Olympe ouvrit la porte de sa chambre et s'arrêta sur le palier. Des dizaines de livres recouvraient la commode contre le mur, ainsi que des feuilles et des crayons. La princesse se tourna vers son amie, ne comprenant pas.

- Nous sommes-nous trompées de chambre ? demanda-t-elle.

- Charles respecte toujours ses accords, répondit Daphnée, rayonnante de bonheur.

- Cela ne faisait pas partie de notre accord...

- Ne devais-tu pas être traitée telle une Fyli ?

Olympe comprit, toutefois étonnée que Charles ait autant le sens du détail. Elle s'approcha de la commode, observant les livres de romances. Ruby avait dû mettre son grain de sel dans la préparation de sa chambre. Olympe sourit, impressionnée. Personne n'avait jamais fait cela pour elle. Elle ouvrit les tiroirs de la commode : ils étaient remplis de vêtements. De toutes les couleurs, de tous les genres : sports, habillés, décontractés, moulants, larges. Il y avait de tout. Olympe se tourna vers Daphnée qui sautillait sur place.

- Ça te plait ? demanda-t-elle, un large sourire sur le visage.

- Bien sûr, Daphnée c'est merveilleux. Merci beaucoup, je n'en attendais pas tant.

Daphnée serra Olympe dans ses bras et la salua, elle avait du travail. Elle quitta la pièce, laissant la princesse admirer sa chambre qui semblait nouvelle et surtout vivante. La façon dont Charles et même le reste des Fylis avaient radicalement changé d'avis à son propos était très étrange. Olympe ne savait pas ce que Ruby avait dit pour retourner la situation de cette manière, mais c'était presque brutal.
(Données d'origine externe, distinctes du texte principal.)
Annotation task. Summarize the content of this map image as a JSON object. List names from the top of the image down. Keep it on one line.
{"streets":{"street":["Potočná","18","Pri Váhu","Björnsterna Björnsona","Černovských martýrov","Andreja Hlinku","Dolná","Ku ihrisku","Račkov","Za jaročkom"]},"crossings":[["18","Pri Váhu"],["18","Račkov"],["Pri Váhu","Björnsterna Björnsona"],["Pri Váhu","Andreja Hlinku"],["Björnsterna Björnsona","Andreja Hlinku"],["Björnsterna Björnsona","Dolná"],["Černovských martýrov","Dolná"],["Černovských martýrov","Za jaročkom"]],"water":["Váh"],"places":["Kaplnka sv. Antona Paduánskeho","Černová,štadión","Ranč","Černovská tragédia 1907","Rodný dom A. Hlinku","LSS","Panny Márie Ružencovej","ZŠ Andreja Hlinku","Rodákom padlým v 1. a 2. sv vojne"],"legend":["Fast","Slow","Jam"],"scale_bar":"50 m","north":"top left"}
Au bout de quelques longues minutes de contemplation, Olympe se décida à sortir de sa chambre. Rien ne devait l'en empêcher si Charles avait respecté sa part du marché. Elle poussa sa porte qu'elle trouva déverrouillée et fut surprise de ne trouver personne dans le couloir. Elle ne pensait pas qu'il aurait autant confiance en elle.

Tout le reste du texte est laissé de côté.